RuntimeError: Expected to have finished reduction in the prior iteration before starting a new one. This error indicates that your module has parameters that were not used in producing loss. You can enable unused parameter detection by passing the keyword argument `find_unused_parameters=True` to `torch.nn.parallel.DistributedDataParallel`, and by
making sure all `forward` function outputs participate in calculating loss.
If you already have done the above, then the distributed data parallel module wasn't able to locate the output tensors in the return value of your module's `forward` function.
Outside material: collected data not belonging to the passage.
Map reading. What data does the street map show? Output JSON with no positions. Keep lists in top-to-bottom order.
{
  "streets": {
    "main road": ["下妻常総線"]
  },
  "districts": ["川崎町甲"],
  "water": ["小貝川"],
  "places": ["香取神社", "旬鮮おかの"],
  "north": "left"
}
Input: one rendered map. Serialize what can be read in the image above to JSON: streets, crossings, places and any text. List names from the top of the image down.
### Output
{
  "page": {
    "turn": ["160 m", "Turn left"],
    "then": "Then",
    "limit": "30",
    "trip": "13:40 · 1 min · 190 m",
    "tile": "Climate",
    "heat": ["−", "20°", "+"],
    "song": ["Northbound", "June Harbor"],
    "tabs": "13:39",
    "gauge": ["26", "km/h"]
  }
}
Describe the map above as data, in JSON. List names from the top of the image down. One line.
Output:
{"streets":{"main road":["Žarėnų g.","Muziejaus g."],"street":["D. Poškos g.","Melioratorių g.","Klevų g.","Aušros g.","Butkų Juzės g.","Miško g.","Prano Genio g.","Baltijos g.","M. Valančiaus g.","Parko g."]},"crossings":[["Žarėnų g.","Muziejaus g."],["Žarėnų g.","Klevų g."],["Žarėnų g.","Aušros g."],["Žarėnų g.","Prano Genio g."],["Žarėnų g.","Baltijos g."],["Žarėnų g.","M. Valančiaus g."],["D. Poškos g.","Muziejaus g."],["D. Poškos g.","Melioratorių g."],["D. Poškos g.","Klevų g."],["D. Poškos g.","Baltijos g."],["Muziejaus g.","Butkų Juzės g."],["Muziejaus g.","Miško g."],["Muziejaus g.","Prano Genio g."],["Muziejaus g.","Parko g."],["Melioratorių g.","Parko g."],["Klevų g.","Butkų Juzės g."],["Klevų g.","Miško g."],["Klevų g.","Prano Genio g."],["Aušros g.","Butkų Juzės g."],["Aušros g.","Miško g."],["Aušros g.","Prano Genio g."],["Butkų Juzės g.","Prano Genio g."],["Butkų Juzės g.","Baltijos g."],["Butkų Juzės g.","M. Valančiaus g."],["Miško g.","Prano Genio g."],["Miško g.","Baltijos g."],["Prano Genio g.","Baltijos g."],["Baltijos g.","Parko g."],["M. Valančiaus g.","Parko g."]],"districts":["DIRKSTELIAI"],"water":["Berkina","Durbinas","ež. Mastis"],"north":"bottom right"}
Please include the loss function and the structure of the return value of `forward` of your module when reporting this issue (e.g. list, dict, iterable).
Parameter indices which did not receive grad for rank 0: 157 158 159 160 161 162 163 164 165 166 167 168 169 170 171 172 173 174 175 176 177 178 179 180 181 182 183 184 185 186 187 188 189 190 191 192 193 194 195 196 197 198 199 200 201 202 203 204 205 206 207 208 209 210 211 212 213 214 215 216 217 218 219 220 221 222 223 224 225 226 227 228 229 230 231 232 233 234 235 236 237 238 239 240 241 242 243 244 245 246 247 248 249 250 251 252 253 254 255 256 ...
 In addition, you can set the environment variable TORCH_DISTRIBUTED_DEBUG to either INFO or DETAIL to print out information about which particular parameters did not receive gradient on this rank as part of this error
Traceback (most recent call last):
  File "tools/train.py", line 332, in <module>
    main()
  File "tools/train.py", line 320, in main
    train_model(
  File "/home/thomascai/codes/EasyCV/easycv/apis/train.py", line 328, in train_model
    runner.run(data_loaders, cfg.workflow, cfg.total_epochs)
  File "/home/miniconda3/envs/ev/lib/python3.8/site-packages/mmcv/runner/epoch_based_runner.py", line 127, in run
    epoch_runner(data_loaders[i], **kwargs)
  File "/home/thomascai/codes/EasyCV/easycv/runner/ev_runner.py", line 107, in train
    self.run_iter(data_batch, train_mode=True)
  File "/home/thomascai/codes/EasyCV/easycv/runner/ev_runner.py", line 72, in run_iter
    outputs = self.model.train_step(data_batch, self.optimizer,
  File "/home/miniconda3/envs/ev/lib/python3.8/site-packages/mmcv/parallel/distributed.py", line 42, in train_step
    and self.reducer._rebuild_buckets()):

To Reproduce

What command or script did you run?

bash tools/dist_train.sh /home/thomascai/codes/EasyCV/configs/selfsup/dino/dino_deit_small_p16_8xb32_100e_jpg.py 2 --work_dir /home/thomascai/codes/EasyCV/output-dino-0412 --pretrained /home/thomascai/codes/EasyCV/pretrain/dino_deit_small_p16_8xb32_100e.pth
Did you make any modifications on the code or config? Did you understand what you have modified?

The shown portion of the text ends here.